En visite à Paris, le président de l'Eurogroupe Jean-Claude Juncker a, lui aussi, exprimé l'espoir qu'une solution soit trouvée et satisfasse la Finlande. « Je persiste à croire que d'ici la mi-mai nous aurons trouvé les modalités qui permettront à nos amis finlandais d'accompagner de façon constructive le processus » portugais, a-t-il déclaré le même jour. Il a quand même reconnu l'existence d'un « problème finlandais ». La récente percée électorale du parti eurosceptique des 'Vrais Finlandais' peut peser dans la position de la Finlande au moment où les Européens seront appelés à avaliser l'aide au Portugal.

La Commission européenne a, de son côté, démenti les affirmations parues dans la presse économique portugaise selon lesquelles les négociations en cours entre les autorités portugaises et la 'troïka' formée par les représentants de la Commission, de la BCE et du FMI aboutiraient en fin de semaine. Ces informations ne sont « pas précises »: « les négociations continuent », a déclaré le porte-parole du commissaire aux Affaires économiques et monétaires Olli Rehn. Une conférence de presse aura lieu à Lisbonne dès que l'accord sera ficelé au niveau technique, comme ce fut le cas à Athènes et à Dublin.

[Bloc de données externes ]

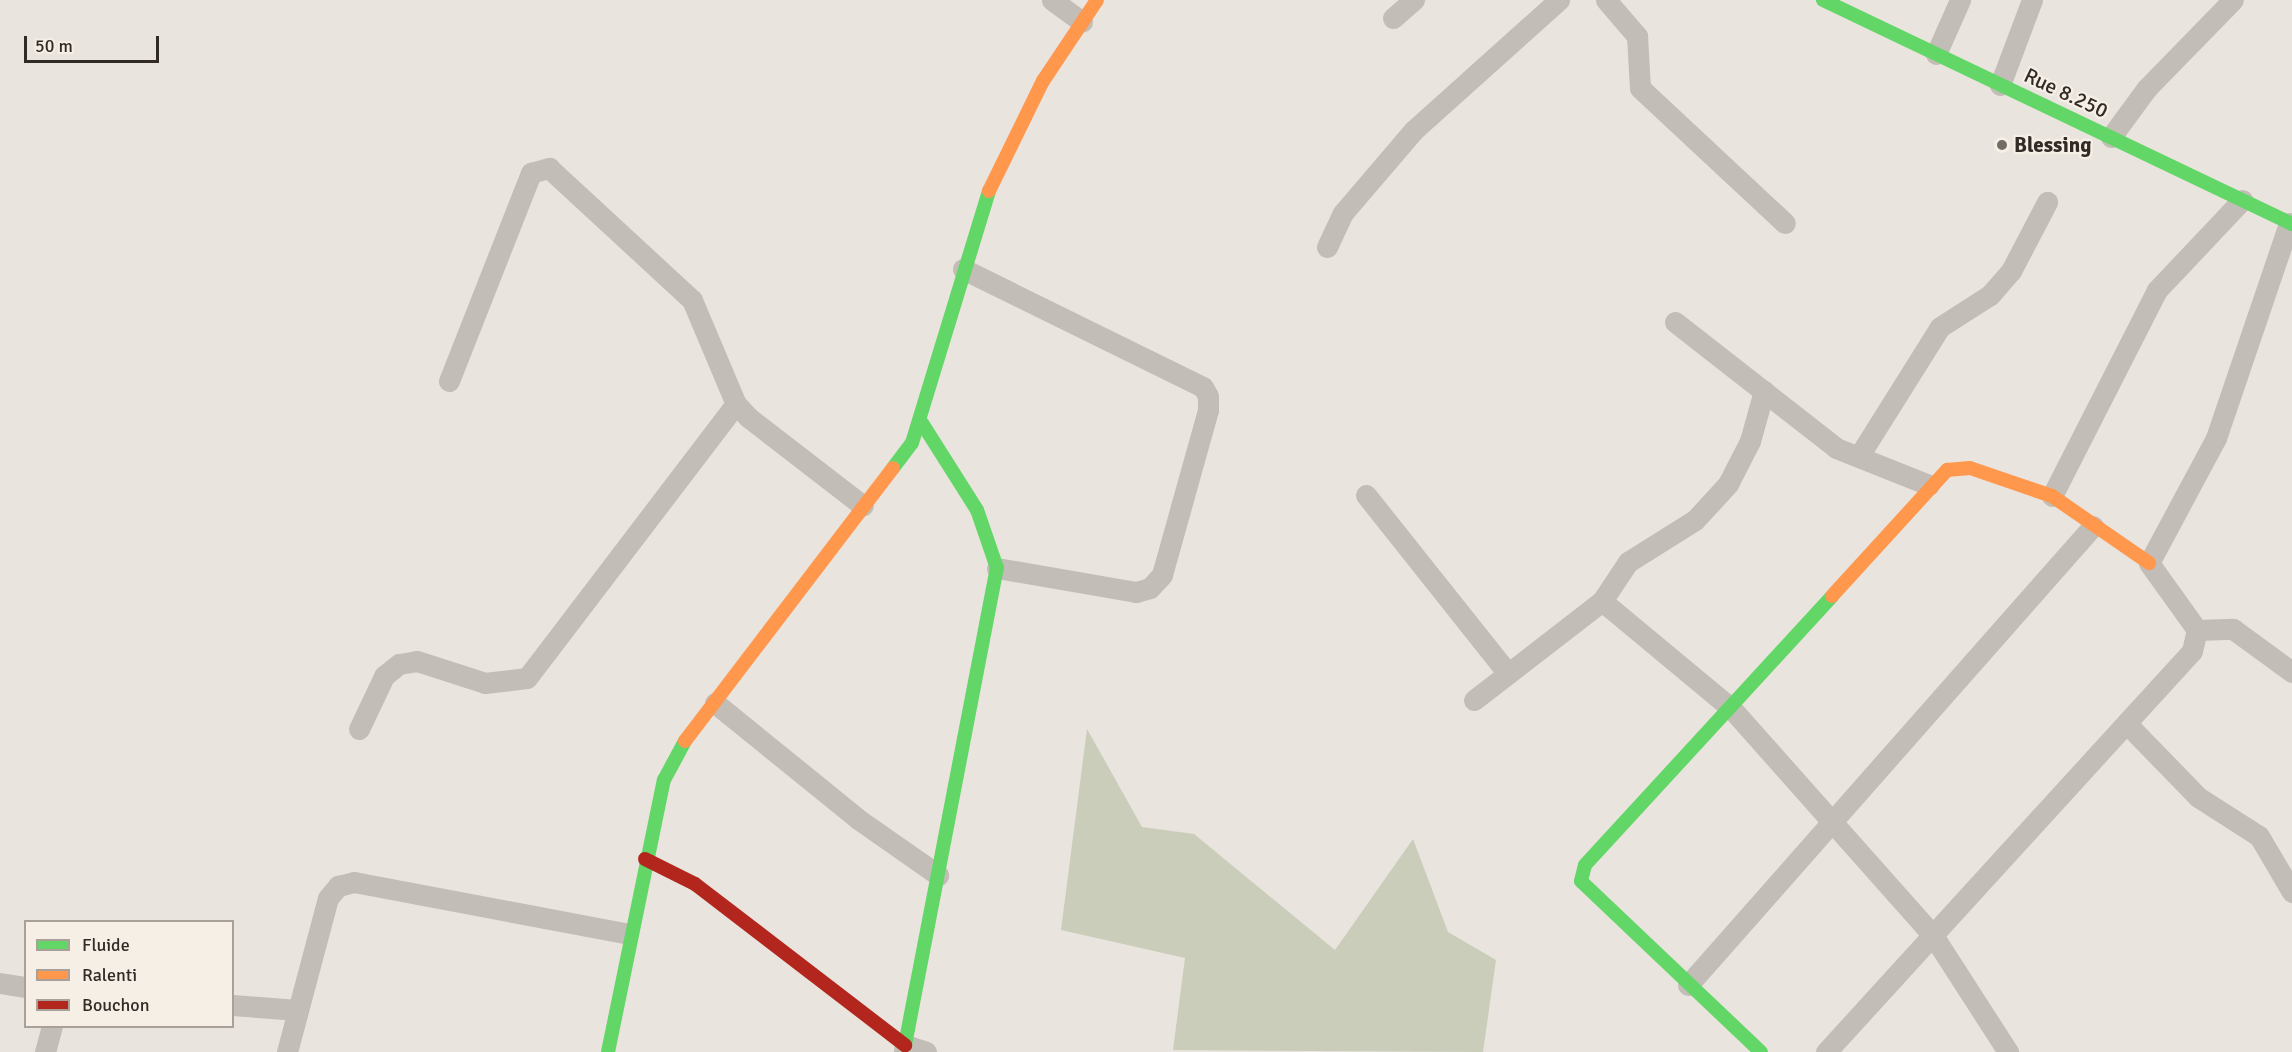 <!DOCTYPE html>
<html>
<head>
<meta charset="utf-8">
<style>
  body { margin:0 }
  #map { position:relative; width:2292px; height:1052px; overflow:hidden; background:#e9e4de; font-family:Signika,sans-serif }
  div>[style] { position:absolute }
  .green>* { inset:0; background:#c9cdb9 }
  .street>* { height:21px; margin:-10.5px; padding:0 10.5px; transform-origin:10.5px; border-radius:10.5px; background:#c2bdb7 }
  .fast>* { height:14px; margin:-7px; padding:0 7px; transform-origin:7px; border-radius:7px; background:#63d668 }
  .slow>* { height:14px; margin:-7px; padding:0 7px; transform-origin:7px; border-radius:7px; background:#ff974d }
  .jam>* { height:14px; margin:-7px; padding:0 7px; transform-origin:7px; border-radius:7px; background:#b3261e }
  .dots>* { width:16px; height:16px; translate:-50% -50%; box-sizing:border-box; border:3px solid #f6efe5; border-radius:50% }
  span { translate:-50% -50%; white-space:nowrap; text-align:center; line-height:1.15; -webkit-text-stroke:4.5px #f6efe5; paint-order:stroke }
  .street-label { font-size:21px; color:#322a26 }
  .poi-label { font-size:21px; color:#322a26; font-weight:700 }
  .left { translate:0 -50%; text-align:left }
  .legend { position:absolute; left:24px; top:920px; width:210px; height:108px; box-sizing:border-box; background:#f6efe5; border:2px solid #a8a099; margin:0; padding:8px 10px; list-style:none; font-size:18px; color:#322a26 }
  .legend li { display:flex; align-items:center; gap:12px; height:30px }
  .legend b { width:30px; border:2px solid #a8a099 }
  .scale { position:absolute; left:24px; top:36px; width:135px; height:27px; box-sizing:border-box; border:3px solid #322a26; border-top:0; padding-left:8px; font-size:18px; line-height:21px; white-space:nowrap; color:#322a26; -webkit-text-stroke:4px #f6efe5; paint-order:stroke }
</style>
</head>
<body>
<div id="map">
  <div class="green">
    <div style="clip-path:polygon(1087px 729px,1142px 827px,1194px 834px,1335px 950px,1413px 839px,1448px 932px,1496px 960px,1483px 1052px,1173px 1050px,1185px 958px,1061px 930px)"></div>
  </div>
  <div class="street">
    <div style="left:1052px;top:0;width:37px;rotate:36deg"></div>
    <div style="left:1606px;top:0;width:48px;rotate:49.3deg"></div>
    <div style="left:1637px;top:36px;width:52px;rotate:86.7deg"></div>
    <div style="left:1640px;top:88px;width:198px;rotate:43deg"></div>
    <div style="left:1393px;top:18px;width:28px;rotate:-41deg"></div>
    <div style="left:1936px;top:54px;width:59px;rotate:-66deg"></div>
    <div style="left:2000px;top:85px;width:91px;rotate:-69.4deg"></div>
    <div style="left:2111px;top:137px;width:61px;rotate:-53.7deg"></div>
    <div style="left:2147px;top:88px;width:123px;rotate:-45.7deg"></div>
    <div style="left:1327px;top:247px;width:38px;rotate:-65deg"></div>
    <div style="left:1343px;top:213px;width:109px;rotate:-49.5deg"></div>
    <div style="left:1414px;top:130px;width:195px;rotate:-41.9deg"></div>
    <div style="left:963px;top:269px;width:267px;rotate:26.2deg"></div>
    <div style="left:1203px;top:387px;width:10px;rotate:61deg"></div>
    <div style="left:1208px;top:396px;width:14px;rotate:90deg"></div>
    <div style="left:1208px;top:410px;width:171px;rotate:105.6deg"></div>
    <div style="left:1162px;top:575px;width:18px;rotate:133deg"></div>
    <div style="left:1150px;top:588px;width:15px;rotate:164deg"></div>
    <div style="left:1136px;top:592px;width:141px;rotate:-170.2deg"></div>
    <div style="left:1675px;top:322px;width:204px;rotate:38deg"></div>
    <div style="left:1836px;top:448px;width:100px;rotate:21.7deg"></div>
    <div style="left:449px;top:381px;width:224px;rotate:-68.5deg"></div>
    <div style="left:531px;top:173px;width:19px;rotate:-16deg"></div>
    <div style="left:549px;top:168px;width:195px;rotate:42.7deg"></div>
    <div style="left:692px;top:300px;width:113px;rotate:67.1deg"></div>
    <div style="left:736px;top:404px;width:18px;rotate:47deg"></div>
    <div style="left:748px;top:417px;width:145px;rotate:37.7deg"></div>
    <div style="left:1859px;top:456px;width:152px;rotate:-57.9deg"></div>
    <div style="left:1940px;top:327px;width:59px;rotate:-32.6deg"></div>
    <div style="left:1990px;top:295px;width:32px;rotate:-49deg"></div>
    <div style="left:2011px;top:271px;width:78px;rotate:-62.4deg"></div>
    <div style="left:1366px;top:495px;width:226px;rotate:51.5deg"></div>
    <div style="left:2052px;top:496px;width:231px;rotate:-63deg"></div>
    <div style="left:2157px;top:290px;width:124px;rotate:-46.6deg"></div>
    <div style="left:1602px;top:601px;width:168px;rotate:39.7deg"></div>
    <div style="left:1731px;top:708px;width:306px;rotate:48.4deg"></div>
    <div style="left:1934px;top:937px;width:137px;rotate:57.2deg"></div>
    <div style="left:2197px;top:630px;width:36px;rotate:-2deg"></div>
    <div style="left:2233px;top:629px;width:73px;rotate:36.1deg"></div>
    <div style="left:1474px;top:700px;width:162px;rotate:-37.7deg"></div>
    <div style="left:1602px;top:601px;width:47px;rotate:-56.3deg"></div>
    <div style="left:1628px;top:562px;width:79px;rotate:-32.1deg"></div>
    <div style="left:1695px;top:520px;width:49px;rotate:-47.5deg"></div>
    <div style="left:1728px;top:484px;width:48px;rotate:-62.9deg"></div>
    <div style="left:1750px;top:441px;width:52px;rotate:-74.4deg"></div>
    <div style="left:715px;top:703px;width:184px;rotate:39deg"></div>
    <div style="left:858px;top:819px;width:98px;rotate:35deg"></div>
    <div style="left:2129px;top:726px;width:99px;rotate:45.8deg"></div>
    <div style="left:2198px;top:797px;width:72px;rotate:32.6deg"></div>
    <div style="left:2259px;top:836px;width:65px;rotate:59.5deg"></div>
    <div style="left:359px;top:729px;width:59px;rotate:-64.7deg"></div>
    <div style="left:384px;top:676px;width:19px;rotate:-39deg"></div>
    <div style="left:399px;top:664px;width:18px;rotate:-9deg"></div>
    <div style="left:417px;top:661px;width:71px;rotate:17.9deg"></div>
    <div style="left:485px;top:683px;width:42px;rotate:-6.8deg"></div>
    <div style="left:527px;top:678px;width:345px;rotate:-52.7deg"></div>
    <div style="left:0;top:983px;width:26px;rotate:9deg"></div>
    <div style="left:1688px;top:985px;width:612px;rotate:-48.58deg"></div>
    <div style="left:232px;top:1005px;width:66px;rotate:4.3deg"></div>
    <div style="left:45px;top:1052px;width:27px;rotate:-75deg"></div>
    <div style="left:287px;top:1052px;width:159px;rotate:-75.1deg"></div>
    <div style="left:328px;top:898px;width:16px;rotate:-50deg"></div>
    <div style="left:338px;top:886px;width:16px;rotate:-14deg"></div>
    <div style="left:354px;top:882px;width:279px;rotate:10.7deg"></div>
    <div style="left:904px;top:1052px;width:7px;rotate:-82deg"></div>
    <div style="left:905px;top:1045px;width:22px;rotate:18deg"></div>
    <div style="left:1826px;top:1052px;width:543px;rotate:-47.61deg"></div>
    <div style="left:2192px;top:651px;width:22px;rotate:-77deg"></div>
    <div style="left:2197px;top:630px;width:82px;rotate:-125.6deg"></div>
    <div style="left:2149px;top:563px;width:142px;rotate:-61.8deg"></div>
    <div style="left:2216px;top:438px;width:227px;rotate:-71.2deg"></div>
  </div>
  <div class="fast">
    <div style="left:1823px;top:0;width:520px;rotate:25.53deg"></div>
    <div style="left:893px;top:468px;width:31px;rotate:-53deg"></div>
    <div style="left:912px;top:443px;width:264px;rotate:-73deg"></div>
    <div style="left:905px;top:1045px;width:486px;rotate:-79.1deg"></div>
    <div style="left:997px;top:568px;width:61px;rotate:-109deg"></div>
    <div style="left:977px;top:510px;width:103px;rotate:-122.3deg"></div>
    <div style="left:608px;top:1052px;width:278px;rotate:-78.4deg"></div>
    <div style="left:664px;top:780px;width:44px;rotate:-61.7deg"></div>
    <div style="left:1761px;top:1052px;width:248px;rotate:-136.5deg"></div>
    <div style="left:1581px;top:881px;width:16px;rotate:-76deg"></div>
    <div style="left:1585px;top:865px;width:365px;rotate:-47.4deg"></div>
  </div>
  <div class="slow">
    <div style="left:989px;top:191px;width:123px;rotate:-63.9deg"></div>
    <div style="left:1043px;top:81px;width:97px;rotate:-56.3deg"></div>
    <div style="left:1832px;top:596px;width:171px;rotate:-47.6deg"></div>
    <div style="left:1947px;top:470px;width:23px;rotate:-5deg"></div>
    <div style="left:1970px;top:468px;width:87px;rotate:18.9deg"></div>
    <div style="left:2052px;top:496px;width:118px;rotate:34.6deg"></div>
    <div style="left:685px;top:741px;width:343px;rotate:-52.7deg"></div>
  </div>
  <div class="jam">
    <div style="left:645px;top:859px;width:56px;rotate:26.6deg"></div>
    <div style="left:695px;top:884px;width:265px;rotate:37.5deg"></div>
  </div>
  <div class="dots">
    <div style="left:2002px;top:145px;background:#726b66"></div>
  </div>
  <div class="street-label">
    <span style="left:2066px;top:93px;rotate:25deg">Rue 8.250</span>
  </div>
  <div class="poi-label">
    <span class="left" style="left:2014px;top:145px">Blessing</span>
  </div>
  <ul class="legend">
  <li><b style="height:8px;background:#63d668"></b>Fluide</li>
  <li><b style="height:8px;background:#ff974d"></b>Ralenti</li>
  <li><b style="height:8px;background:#b3261e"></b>Bouchon</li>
  </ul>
  <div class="scale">50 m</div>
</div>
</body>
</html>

M. Sócrates a par ailleurs assuré que le gouvernement portugais faisait de son mieux pour que l'accord ait le moins de conséquences négatives possible sur le plan social. Il a prédit que les Portugais allaient regretter le quatrième programme de réformes structurelles. Le rejet de ce plan sous l'impulsion de l'opposition a provoqué la chute du gouvernement. « Cette solution était meilleure que celle que nous allons avoir », a estimé M. Sócrates. Le président du Parti socialiste européen, le Danois Poul Nyrup Rasmussen, a au contraire craint que la 'troïka' ait pour objectif de « démanteler la protection des travailleurs et de remettre en question les mécanismes de négociation collective », rapporte l'agence portugaise Lusa. (M.B.)